Although he’s likely to go down in the broad strokes version of gaming history as the guy who created Infiniminer—i.e., the game that Markus Persson was, uh, “inspired” by when he created the initially very similar Minecraft—studio founder Zach Barth has spent the last decade or so crafting a singular vision of puzzle gaming, one rooted in real-world programming techniques and an almost fetishistic love for the creation of intricate, alternate universe construction machines. Zachtronics games—which include the space-based factory sim Infinifactory, the elegant alchemy designer Opus Magnum, and a whole host of more straight programming challenges like TIS-100 and Shenzen I/O—force players’ brains to adapt to increasingly demanding logic and physics manipulation puzzles as their lists of tasks progress. Playing through one can feel like you’re forcing your brain into new, unrecognizable, and more complex shapes, something Barth codified when he instituted a program earlier this year to license several of his games to schools as educational tools for free.
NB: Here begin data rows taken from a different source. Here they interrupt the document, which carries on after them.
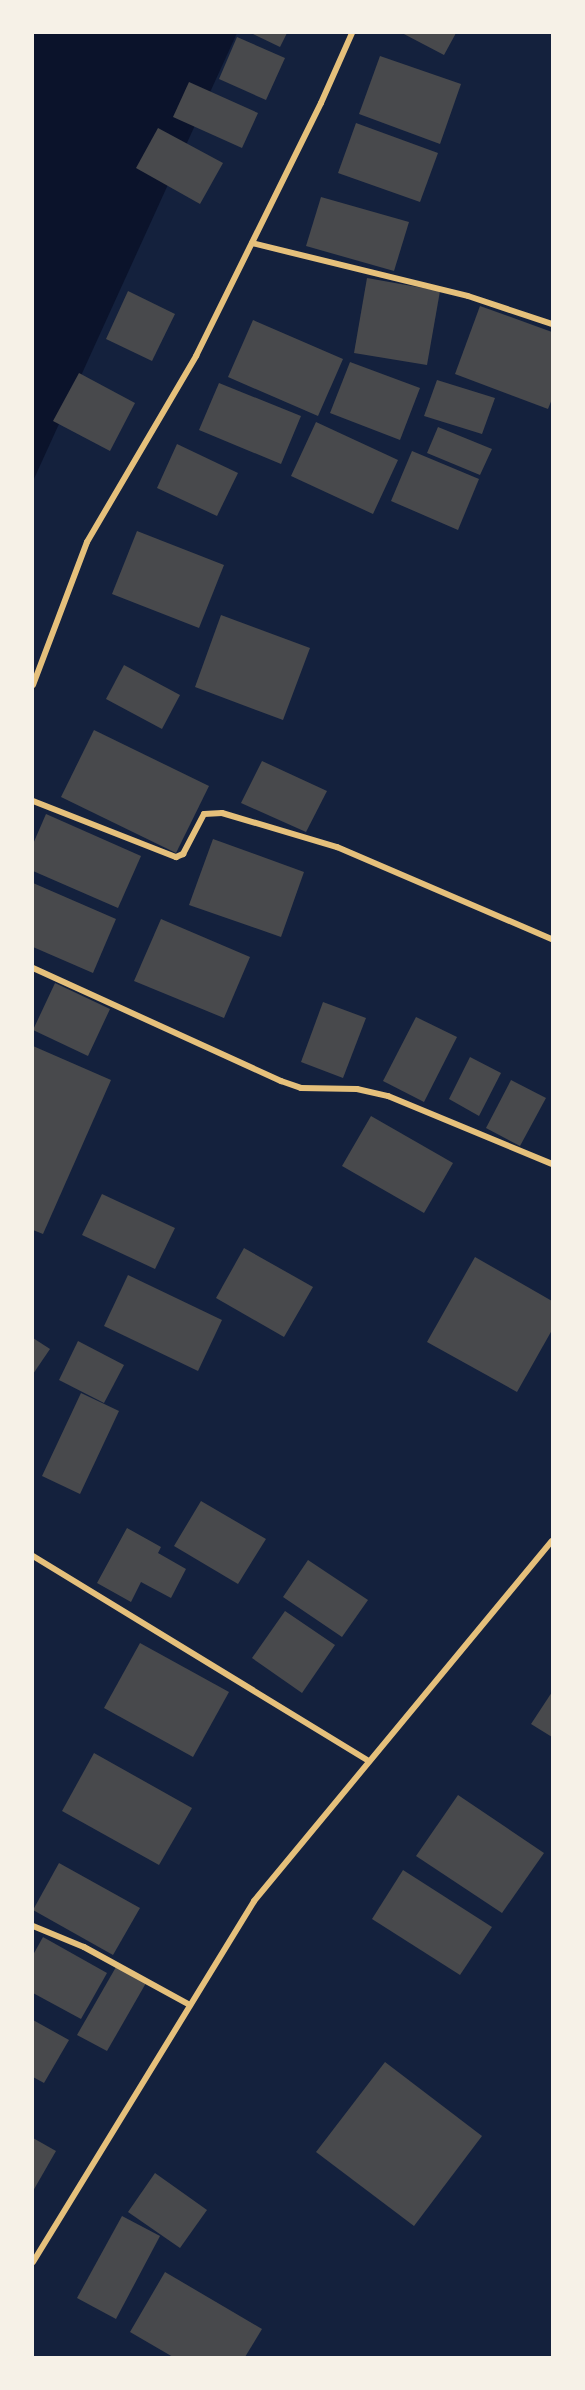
<!DOCTYPE html>
<html>
<head>
<meta charset="utf-8">
<style>
	body { margin:0 }
	#map { position:relative; width:585px; height:2390px; overflow:hidden; background:#14213d; font-family:Roboto,sans-serif }
	div>[style] { position:absolute }
	.water>* { inset:0; background:#0b132b }
	.building>* { inset:0; background:#48494c }
	.minor>* { height:6px; margin:-3px; padding:0 3px; transform-origin:3px; border-radius:3px; background:#e5c07b }
	span { translate:-50% -50%; white-space:nowrap; text-align:center; line-height:1.15; -webkit-text-stroke:5px #f6f1e7; paint-order:stroke }
	.frame { position:absolute; inset:0; border:34px solid #f6f1e7; pointer-events:none }
</style>
</head>
<body>
<div id="map">
	<div class="water">
		<i style="clip-path:polygon(33px 33px,237px 33px,33px 481px)"></i>
	</div>
	<div class="building">
		<i style="clip-path:polygon(251px 33px,287px 33px,280px 47px)"></i>
		<i style="clip-path:polygon(402px 33px,456px 33px,444px 55px)"></i>
		<i style="clip-path:polygon(237px 37px,285px 58px,266px 100px,219px 79px)"></i>
		<i style="clip-path:polygon(380px 56px,461px 84px,440px 144px,359px 114px)"></i>
		<i style="clip-path:polygon(189px 82px,258px 113px,242px 148px,173px 117px)"></i>
		<i style="clip-path:polygon(356px 123px,438px 153px,420px 202px,338px 173px)"></i>
		<i style="clip-path:polygon(158px 128px,223px 163px,200px 204px,136px 168px)"></i>
		<i style="clip-path:polygon(321px 197px,409px 222px,394px 271px,306px 246px)"></i>
		<i style="clip-path:polygon(367px 278px,440px 291px,427px 365px,354px 353px)"></i>
		<i style="clip-path:polygon(128px 291px,175px 314px,152px 361px,106px 339px)"></i>
		<i style="clip-path:polygon(480px 306px,552px 332px,552px 399px,548px 409px,455px 374px)"></i>
		<i style="clip-path:polygon(253px 320px,343px 359px,318px 416px,228px 377px)"></i>
		<i style="clip-path:polygon(350px 362px,420px 388px,400px 440px,330px 413px)"></i>
		<i style="clip-path:polygon(79px 373px,135px 403px,110px 451px,53px 421px)"></i>
		<i style="clip-path:polygon(437px 380px,495px 398px,482px 434px,424px 416px)"></i>
		<i style="clip-path:polygon(219px 383px,301px 416px,281px 464px,199px 430px)"></i>
		<i style="clip-path:polygon(316px 422px,398px 460px,373px 514px,291px 476px)"></i>
		<i style="clip-path:polygon(438px 427px,492px 449px,480px 475px,427px 453px)"></i>
		<i style="clip-path:polygon(177px 444px,238px 473px,217px 516px,157px 488px)"></i>
		<i style="clip-path:polygon(412px 451px,479px 479px,458px 530px,391px 501px)"></i>
		<i style="clip-path:polygon(137px 531px,224px 565px,199px 628px,112px 594px)"></i>
		<i style="clip-path:polygon(221px 615px,310px 648px,283px 720px,195px 687px)"></i>
		<i style="clip-path:polygon(124px 665px,180px 695px,162px 729px,106px 699px)"></i>
		<i style="clip-path:polygon(94px 730px,209px 786px,176px 853px,61px 797px)"></i>
		<i style="clip-path:polygon(262px 761px,327px 791px,306px 832px,241px 803px)"></i>
		<i style="clip-path:polygon(46px 814px,141px 856px,118px 908px,33px 871px,33px 844px)"></i>
		<i style="clip-path:polygon(213px 839px,304px 872px,281px 937px,189px 905px)"></i>
		<i style="clip-path:polygon(33px 883px,116px 919px,93px 973px,33px 947px)"></i>
		<i style="clip-path:polygon(161px 919px,250px 957px,224px 1018px,134px 981px)"></i>
		<i style="clip-path:polygon(55px 983px,110px 1009px,88px 1056px,33px 1030px)"></i>
		<i style="clip-path:polygon(323px 1002px,366px 1018px,343px 1078px,301px 1062px)"></i>
		<i style="clip-path:polygon(416px 1017px,457px 1037px,424px 1102px,383px 1081px)"></i>
		<i style="clip-path:polygon(33px 1046px,111px 1080px,43px 1234px,33px 1230px)"></i>
		<i style="clip-path:polygon(470px 1057px,501px 1073px,479px 1116px,449px 1099px)"></i>
		<i style="clip-path:polygon(511px 1080px,546px 1098px,520px 1146px,486px 1128px)"></i>
		<i style="clip-path:polygon(371px 1116px,453px 1163px,424px 1213px,342px 1166px)"></i>
		<i style="clip-path:polygon(102px 1194px,175px 1228px,155px 1269px,82px 1235px)"></i>
		<i style="clip-path:polygon(244px 1248px,313px 1287px,284px 1337px,216px 1298px)"></i>
		<i style="clip-path:polygon(475px 1257px,552px 1301px,552px 1330px,517px 1392px,427px 1342px)"></i>
		<i style="clip-path:polygon(128px 1275px,222px 1320px,198px 1371px,104px 1326px)"></i>
		<i style="clip-path:polygon(33px 1338px,50px 1349px,33px 1374px)"></i>
		<i style="clip-path:polygon(78px 1341px,124px 1365px,104px 1403px,59px 1380px)"></i>
		<i style="clip-path:polygon(81px 1393px,119px 1411px,80px 1494px,42px 1476px)"></i>
		<i style="clip-path:polygon(201px 1501px,266px 1539px,238px 1584px,174px 1546px)"></i>
		<i style="clip-path:polygon(127px 1528px,161px 1547px,158px 1553px,186px 1569px,171px 1598px,141px 1582px,131px 1602px,97px 1583px)"></i>
		<i style="clip-path:polygon(308px 1560px,368px 1600px,342px 1637px,283px 1597px)"></i>
		<i style="clip-path:polygon(285px 1611px,335px 1645px,302px 1693px,252px 1658px)"></i>
		<i style="clip-path:polygon(140px 1643px,229px 1692px,193px 1757px,104px 1708px)"></i>
		<i style="clip-path:polygon(552px 1692px,552px 1737px,531px 1724px)"></i>
		<i style="clip-path:polygon(94px 1753px,192px 1808px,159px 1865px,62px 1811px)"></i>
		<i style="clip-path:polygon(458px 1795px,544px 1853px,502px 1913px,416px 1856px)"></i>
		<i style="clip-path:polygon(59px 1863px,140px 1908px,113px 1955px,33px 1910px)"></i>
		<i style="clip-path:polygon(403px 1870px,492px 1927px,460px 1975px,372px 1919px)"></i>
		<i style="clip-path:polygon(43px 1937px,107px 1973px,81px 2019px,33px 1993px,33px 1955px)"></i>
		<i style="clip-path:polygon(116px 1967px,146px 1983px,107px 2051px,77px 2035px)"></i>
		<i style="clip-path:polygon(33px 2020px,69px 2040px,44px 2083px,33px 2077px)"></i>
		<i style="clip-path:polygon(385px 2062px,482px 2136px,414px 2226px,316px 2152px)"></i>
		<i style="clip-path:polygon(33px 2138px,56px 2151px,33px 2191px)"></i>
		<i style="clip-path:polygon(155px 2173px,207px 2210px,180px 2248px,128px 2212px)"></i>
		<i style="clip-path:polygon(122px 2216px,160px 2236px,116px 2319px,77px 2298px)"></i>
		<i style="clip-path:polygon(165px 2272px,262px 2329px,245px 2357px,173px 2357px,130px 2332px)"></i>
	</div>
	<div class="minor">
		<i style="left:252px;top:243px;width:222px;rotate:13.8deg"></i>
		<i style="left:468px;top:296px;width:89px;rotate:18.4deg"></i>
		<i style="left:33px;top:685px;width:153px;rotate:-69.3deg"></i>
		<i style="left:87px;top:542px;width:216px;rotate:-59.6deg"></i>
		<i style="left:196px;top:356px;width:282px;rotate:-63.7deg"></i>
		<i style="left:321px;top:103px;width:77px;rotate:-66.1deg"></i>
		<i style="left:33px;top:801px;width:154px;rotate:21.4deg"></i>
		<i style="left:176px;top:857px;width:8px;rotate:-23deg"></i>
		<i style="left:183px;top:854px;width:45px;rotate:-62.3deg"></i>
		<i style="left:204px;top:814px;width:18px;rotate:-3deg"></i>
		<i style="left:222px;top:813px;width:120px;rotate:16.5deg"></i>
		<i style="left:337px;top:847px;width:234px;rotate:23.2deg"></i>
		<i style="left:33px;top:968px;width:273px;rotate:24.5deg"></i>
		<i style="left:281px;top:1081px;width:21px;rotate:19deg"></i>
		<i style="left:301px;top:1088px;width:56px;rotate:1deg"></i>
		<i style="left:357px;top:1089px;width:32px;rotate:13deg"></i>
		<i style="left:388px;top:1096px;width:178px;rotate:22.5deg"></i>
		<i style="left:33px;top:1556px;width:391px;rotate:31.4deg"></i>
		<i style="left:33px;top:1926px;width:55px;rotate:22.4deg"></i>
		<i style="left:84px;top:1947px;width:121px;rotate:28.7deg"></i>
		<i style="left:33px;top:2262px;width:423px;rotate:-58.5deg"></i>
		<i style="left:254px;top:1901px;width:467px;rotate:-50.4deg"></i>
	</div>
	<div class="frame"></div>
</div>
</body>
</html>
The studio’s latest, the monochromatic chemistry simulator MOLEK-SYNTEZ, has already been added to the aforementioned Zachademics program, although it’s not clear how many teachers are likely to take the studio up on its offer; a game where you play as an anarchist drug manufacturer, pumping out amphetamines, mescaline, and party drugs (alongside other, more culturally benign substances) might be a hard sell for any high school chem teachers who don’t happen to be Walter White. Which is kind of the point; although the plots in Barth’s games tend to be lightly sketched, they almost all focus on outsiders, iconoclasts, and rule breakers, deploying ingenuity to circumvent arbitrary rules set by more ostensibly powerful forces. These are games about understanding, and then breaking, rules and systems in ways that put a heavy emphasis on freedom, even within their own tightly defined constraints.

To be fair, Barth and his team are happy to address all these issues; every game offered by Zachademics, including this latest, comes with content notes explaining to teachers what their students might be exposed to while playing them. (Such notes for earlier games include “It also depicts alchemy, which is essentially made-up chemistry and may offend science teachers,” and “Students may acquire an increased sense of the ridiculousness of modern capitalist society.”) MOLEK-SYNTEZ pointedly does not depict made-up chemistry, asking players/students to synthesize real compounds from real-life components, even if the mechanics for doing so—you essentially fire instructions at your various chemicals in order to form and break bonds, the sort of convenience an actual organic chemist would likely die for—are far more fantastical than the realities of bench science. And while it lacks the Victorian elegance of Opus Magnum (still the studio’s most accessible and visually satisfying title to date), the compulsive drive to optimize solutions while you’re optimizing solutions is fully present, along with the simple satisfaction of playing with the pieces of Barth’s latest virtual toy. In other words, it’s another platonically idealized Zachtronics game—an educational tool for people who don’t mind when their educations (or their brains) happens to break a little bad.